Selon que vous serez de gauche ou de droite, les jugements de cour vous rendront innocent ou coupable. La liberté d’expression serait légitime pour Danièle Obono, même si elle crache sur la France, mais pas pour les « fascistes ». Il serait temps de dire enfin la sur l’histoire du fascisme.

Le terme « fascisme » vient de l’italien fascio, « faisceau ». Le régime politique fasciste a été créé par un socialiste, fils de socialiste, prénommé Benito par son père, en hommage au révolutionnaire mexicain Benito Juárez.

Benito Mussolini, militant à la gauche du Parti socialiste italien, partageait les vues du syndicalisme révolutionnaire. Ses pires ennemis étaient, au départ, les réactionnaires et les conservateurs. Cela ne s’invente pas ! Donc, attention aux socialistes ! Qu’ils s’appellent Benito, Adolf ou Fidel, dès qu’ils ont le pouvoir, ils deviennent des dictateurs.

Mais alors, par quel tour de passe-passe des journalistes de Libération et du Monde, sans aucune gêne, sont-ils parvenus à classer, dans leur livre La Fachosphère, l’extrême droite et les divers droite et même les juifs Finkielkraut et Zemmour et, tant qu’on y est, les cathos tradis et les monarchistes ? Bref, la panoplie du « mur des cons » !

Staline avait déjà trouvé le stratagème.
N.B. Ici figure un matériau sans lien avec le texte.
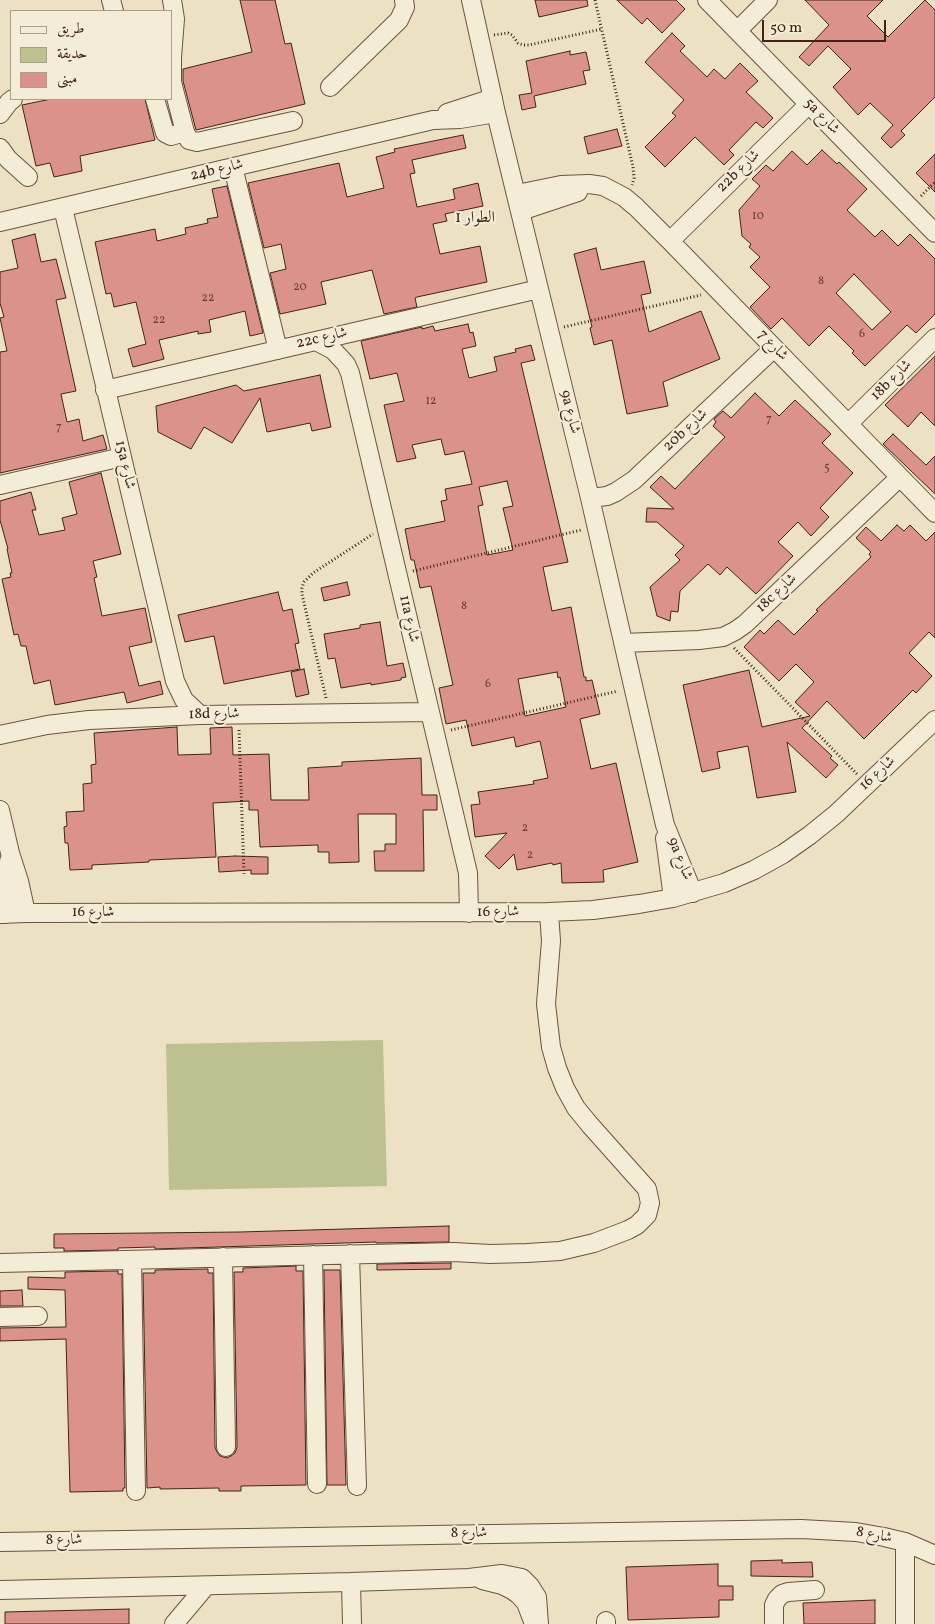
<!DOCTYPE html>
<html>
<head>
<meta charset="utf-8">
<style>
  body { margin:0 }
  #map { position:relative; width:935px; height:1624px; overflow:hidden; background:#ece1c2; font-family:Vollkorn,Amiri,serif }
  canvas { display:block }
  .legend { position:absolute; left:10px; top:10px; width:162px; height:90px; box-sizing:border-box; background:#f3ecd7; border:1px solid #ac9c8b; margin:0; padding:6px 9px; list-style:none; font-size:15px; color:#412419 }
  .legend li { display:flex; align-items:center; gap:10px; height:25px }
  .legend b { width:25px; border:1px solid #ac9c8b }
  .scale { position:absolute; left:762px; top:20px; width:124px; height:22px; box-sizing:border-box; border:2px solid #412419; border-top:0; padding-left:6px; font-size:15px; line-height:18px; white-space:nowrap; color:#412419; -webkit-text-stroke:4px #f3ecd7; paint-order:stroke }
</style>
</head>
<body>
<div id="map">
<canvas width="935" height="1624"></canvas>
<ul class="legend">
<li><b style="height:6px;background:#f3ecd7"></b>طريق</li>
<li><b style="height:14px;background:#bdc18f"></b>حديقة</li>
<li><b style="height:14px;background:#db928a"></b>مبنى</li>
</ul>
<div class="scale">50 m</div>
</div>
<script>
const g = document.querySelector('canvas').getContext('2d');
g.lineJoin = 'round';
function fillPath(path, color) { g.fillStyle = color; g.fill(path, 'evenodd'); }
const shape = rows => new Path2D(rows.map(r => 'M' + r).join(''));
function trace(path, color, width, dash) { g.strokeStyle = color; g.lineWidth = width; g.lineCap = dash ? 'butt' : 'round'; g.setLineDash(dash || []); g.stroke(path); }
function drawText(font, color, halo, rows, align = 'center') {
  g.font = font + ' Vollkorn,Amiri,serif'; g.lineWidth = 4; g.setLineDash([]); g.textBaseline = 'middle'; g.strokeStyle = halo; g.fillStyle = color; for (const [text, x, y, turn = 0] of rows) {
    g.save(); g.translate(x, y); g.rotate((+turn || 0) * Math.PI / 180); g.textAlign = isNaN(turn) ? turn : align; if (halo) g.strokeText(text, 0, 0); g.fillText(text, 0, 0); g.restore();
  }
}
const green = shape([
  [383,1040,387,1186,169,1190,166,1044]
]);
const building = shape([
  [240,0,275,0,285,44,291,43,305,104,196,130,183,81,183,69,252,52,240,0],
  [535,0,587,0,588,6,539,17,535,0],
  [617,0,676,0,685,9,662,33,647,18,642,24,617,0],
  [805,0,883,0,867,16,888,37,925,0,935,10,935,97,901,131,905,135,891,148,881,138,893,125,870,103,858,115,833,87,851,69,828,46,809,66,799,57,829,25,805,0],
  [672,33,685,46,680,51,707,77,714,69,725,79,740,63,758,81,746,92,773,118,763,128,756,122,729,150,734,155,724,165,695,137,665,167,645,147,676,116,672,113,684,100,645,62,672,33],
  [570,51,570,55,586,52,590,70,583,71,586,84,534,96,536,107,522,110,519,95,532,93,526,61,570,51],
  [51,99,145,99,155,140,80,156,82,171,54,177,50,163,36,166,22,105,51,99],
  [617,129,622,146,588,154,584,137,617,129],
  [463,135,466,148,412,160,415,173,410,174,417,207,455,199,453,189,478,183,483,206,445,214,447,221,433,224,440,254,480,246,487,282,417,297,415,298,417,307,384,314,372,270,321,282,326,304,280,314,270,273,286,269,281,244,264,248,248,183,339,163,347,197,384,188,376,157,395,152,394,149,463,135],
  [822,150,837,164,839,162,867,189,847,210,875,237,882,230,898,246,910,234,935,259,935,314,916,333,907,325,865,366,852,353,854,351,829,326,809,346,782,318,771,329,750,307,770,287,750,267,760,257,749,247,751,244,742,236,739,210,760,186,752,179,766,165,773,171,792,151,807,165,822,150],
  [854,274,891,312,872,330,836,293,854,274],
  [935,154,935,192,916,173,935,154],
  [227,186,263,333,250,336,245,311,209,320,211,332,198,334,198,331,159,340,164,359,133,367,128,349,146,344,136,302,114,307,111,293,106,294,95,242,155,229,157,241,186,234,185,228,208,223,207,219,218,217,212,189,227,186],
  [35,234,41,262,56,259,66,298,56,300,76,391,61,394,67,422,79,419,83,441,103,435,107,449,0,473,0,352,7,351,0,318,4,317,0,303,0,272,18,268,12,240,35,234],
  [596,248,601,270,644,261,651,293,641,295,649,332,701,311,720,359,663,382,668,406,627,414,612,340,594,345,590,328,592,327,574,254,596,248],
  [468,324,470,333,473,332,476,346,462,349,469,378,497,371,494,357,516,352,515,349,531,345,535,360,521,363,568,562,543,567,552,611,571,607,584,677,586,677,586,681,592,680,600,714,580,719,591,769,616,763,638,862,603,870,604,882,562,883,561,863,553,865,552,863,517,870,514,854,499,869,485,856,507,833,475,837,471,805,480,804,478,792,534,784,533,781,548,778,540,741,516,747,514,737,472,746,466,720,446,724,439,688,453,685,431,586,420,588,414,560,411,560,405,529,445,521,441,501,447,500,445,489,472,484,464,451,445,455,441,439,412,445,416,458,397,462,384,405,404,401,397,373,370,379,361,341,422,327,422,329,433,326,435,331,468,324],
  [507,481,513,506,503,508,513,550,487,555,478,506,483,505,479,487,507,481],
  [557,672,558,678,560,677,566,707,525,716,518,679,557,672],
  [935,356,935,426,921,412,908,427,885,405,935,356],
  [320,375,331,427,312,431,310,423,267,432,260,398,232,443,204,427,191,449,158,432,156,406,236,385,244,391,320,375],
  [755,393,779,416,795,400,831,434,822,443,853,473,820,508,829,517,811,536,798,522,778,542,793,556,756,594,727,567,720,575,708,564,680,591,678,612,671,611,670,621,657,616,650,587,680,560,675,555,684,546,657,522,646,522,647,508,674,509,650,487,661,476,675,489,725,437,713,426,716,422,714,419,723,411,731,418,755,393],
  [893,434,926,465,935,456,935,494,883,444,893,434],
  [101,473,121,554,93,561,97,577,94,578,102,616,145,608,152,642,129,647,139,686,160,681,163,694,127,703,124,692,55,705,50,680,34,684,26,646,21,646,18,634,14,635,2,579,11,577,10,573,12,573,7,549,8,549,0,520,0,501,31,492,36,510,32,510,39,535,65,530,62,518,77,514,69,482,101,473],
  [897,525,904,531,910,525,926,541,935,532,935,638,929,632,909,653,932,676,916,693,913,690,864,739,827,701,802,728,832,756,830,758,838,765,826,778,787,742,796,792,757,798,748,746,717,752,720,768,702,772,683,685,749,670,762,727,810,716,795,702,814,682,796,664,779,681,744,647,760,630,764,634,778,620,794,635,818,611,816,610,871,557,869,554,871,552,856,538,866,527,881,541,897,525],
  [347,582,350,595,324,601,321,588,347,582],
  [278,592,283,611,292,609,299,643,295,644,300,669,224,684,214,636,185,642,178,615,278,592],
  [380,622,387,666,403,663,406,677,401,678,401,680,371,685,371,683,341,688,335,658,328,659,324,634,360,628,360,625,380,622],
  [304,669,309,694,296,697,291,672,304,669],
  [177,727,178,755,211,754,210,728,232,727,233,755,269,754,271,800,309,800,308,768,342,766,342,762,421,758,422,795,437,795,437,810,423,810,424,871,375,871,374,851,385,851,385,844,396,844,396,814,358,814,359,862,329,863,329,852,318,852,318,845,260,847,258,810,249,810,249,801,213,803,216,857,149,860,149,862,92,865,92,869,70,870,68,843,65,843,64,827,67,826,66,812,84,811,83,784,92,783,91,765,96,764,94,733,177,727],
  [235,856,268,857,268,874,251,874,251,870,219,872,218,857,235,856],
  [449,1226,449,1242,376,1243,376,1242,155,1249,155,1247,118,1248,118,1250,64,1251,64,1248,54,1248,54,1234,240,1232,449,1226],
  [451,1263,451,1269,377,1270,377,1264,451,1263],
  [296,1266,296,1271,303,1271,306,1485,241,1486,241,1491,219,1491,219,1488,160,1489,160,1487,147,1488,143,1273,155,1273,155,1270,208,1269,208,1273,213,1273,215,1447,217,1452,220,1456,227,1458,231,1456,235,1453,237,1447,234,1272,243,1272,243,1268,296,1266],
  [324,1270,340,1270,346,1485,327,1485,324,1270],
  [118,1271,118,1274,122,1274,125,1488,123,1488,123,1491,70,1492,66,1339,0,1341,0,1328,66,1327,65,1290,28,1289,28,1277,65,1278,65,1272,118,1271],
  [22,1290,23,1306,0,1306,0,1291,22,1290],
  [782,1560,782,1563,812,1562,813,1577,751,1576,751,1561,782,1560],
  [718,1564,718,1586,733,1586,733,1600,719,1600,719,1617,628,1620,626,1567,718,1564],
  [875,1600,875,1624,804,1624,803,1603,875,1600],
  [129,1609,129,1624,5,1624,5,1612,129,1609]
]);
const path = shape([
  [595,0,633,167,634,178,632,185],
  [494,35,508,33,512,35,518,43,523,45,529,45,602,29],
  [921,196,935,182],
  [564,327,701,295],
  [413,571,581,530],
  [734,648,857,774],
  [326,698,302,594,302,588,304,582,313,573,373,534],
  [239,730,244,874],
  [451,730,618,691]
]);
const minor = shape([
  [111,0,114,11],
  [172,0,175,19,172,57,172,82,185,132,189,140,197,142,293,121],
  [471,0,496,113,590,498,665,825,693,893],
  [707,0,935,233],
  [737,31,768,0],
  [330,87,399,20,405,7,404,0],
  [155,99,165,133,171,136,185,132],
  [447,113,493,98],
  [0,114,9,102,13,99],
  [0,148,8,159,28,177],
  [233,167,278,350],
  [517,194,561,185,589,184,603,186,624,197,636,207,670,241,935,513],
  [63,208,175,681,184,700,200,715],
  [521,211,578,192],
  [0,222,433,120,460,119,496,113],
  [670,241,809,104],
  [316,341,333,350,346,364,350,373,468,873,469,913],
  [105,390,539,289],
  [848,424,935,338],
  [0,485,122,457],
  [590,498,607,496,616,492,634,480,774,348],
  [623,643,699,640,723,637,735,631,745,624,900,477],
  [0,735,47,725,89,720,200,715,430,712],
  [0,810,10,853,19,881,26,913],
  [665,838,673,898],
  [0,914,26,913,549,912,593,910,639,904,673,898,724,883,754,870,783,854,810,835,836,814,935,720],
  [6,914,9,861],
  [350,1254,357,1486],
  [313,1255,317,1484],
  [223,1257,226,1447],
  [132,1260,136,1491],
  [0,1263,454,1252,490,1254,527,1253,560,1251,594,1243,628,1230,637,1225,647,1215,650,1203,647,1189,590,1125,576,1108,565,1088,557,1068,551,1047,546,1004,551,941,549,912],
  [0,1317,38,1316],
  [0,1542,801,1529,856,1532,884,1537,905,1542,935,1555],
  [905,1542,905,1624],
  [482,1580,502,1585,512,1590,519,1595,526,1603,534,1624],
  [351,1582,352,1624],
  [0,1590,351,1582,469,1578,502,1574,522,1578,530,1586,537,1597,539,1624],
  [174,1624,206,1586],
  [606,1624,606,1621],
  [774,1624,774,1605,777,1599,782,1594,788,1592,815,1590]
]);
const numberNames = [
  ["10",758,217],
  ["8",821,282],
  ["20",300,288],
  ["22",208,299],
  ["22",159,321],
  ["6",862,335],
  ["12",431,402],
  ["7",769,420],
  ["7",59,428],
  ["5",827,469],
  ["8",464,607],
  ["6",488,685],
  ["2",525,829],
  ["2",530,856]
];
const streetNames = [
  ["5a شارع",821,117,46],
  ["24b شارع",217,171,-13],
  ["22b شارع",739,172,-44],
  ["22c شارع",322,339,-13],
  ["شارع 7",772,346,46],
  ["18b شارع",892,381,-45],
  ["9a شارع",569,412,76],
  ["20b شارع",686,431,-43],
  ["15a شارع",124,465,77],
  ["18c شارع",777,594,-43],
  ["11a شارع",408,619,77],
  ["18d شارع",214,715,-1],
  ["شارع 16",878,774,-43],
  ["9a شارع",679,859,68],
  ["شارع 16",93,913],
  ["شارع 16",498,913,-1],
  ["شارع 8",469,1534,-1],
  ["شارع 8",874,1536,11],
  ["شارع 8",64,1541,-1]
];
const neighbourhoodNames = [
  ["الطوار 1",475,219]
];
fillPath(green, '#bdc18f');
fillPath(building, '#db928a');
trace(building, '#412419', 1);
trace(minor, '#6c5343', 20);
trace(path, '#412419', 3, [1, 2.5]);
trace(minor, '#f3ecd7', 18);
drawText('12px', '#684035', null, numberNames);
drawText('15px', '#412419', '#f3ecd7', streetNames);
drawText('16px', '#412419', '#f3ecd7', neighbourhoodNames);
</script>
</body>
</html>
Par la propagande. Il suffisait de répéter inlassablement, de marteler partout en Europe « Celui qui est anticommuniste est un fasciste ». Et ça a marché. Cela marchait encore après la dernière guerre. Les vedettes de la littérature, Sartre et Beauvoir, persistaient : « Tout anticommuniste est un chien. » Avant de se rétracter, dix ans plus tard, quand ils ont enfin admis l’horreur soviétique.

Le philosophe et académicien Jean-François Revel démontrait parfaitement comment « le communisme, c’est le nazisme, le mensonge en plus ». Pour beaucoup d’historiens et d’écrivains (cf J. Sévillia, E. Valdman), les deux barbaries totalitaires du xxe siècle ont découlé naturellement des Lumières et du rejet de l’existence de Dieu au nom de la raison… À ce titre, les dictateurs se sont tout permis. Plus de morale, plus de compte à rendre à Dieu. Dans l’idéologie révolutionnaire, n’oublions pas que le mensonge est un principe.

Depuis 2000 ans, de Néron à Staline, de Robespierre à Mao, Lénine, Hitler, Mussolini, Pol Pot, etc., les tyrans ont en commun le matérialisme, l’athéisme et l’usage de la violence jusqu’à l’extermination des opposants.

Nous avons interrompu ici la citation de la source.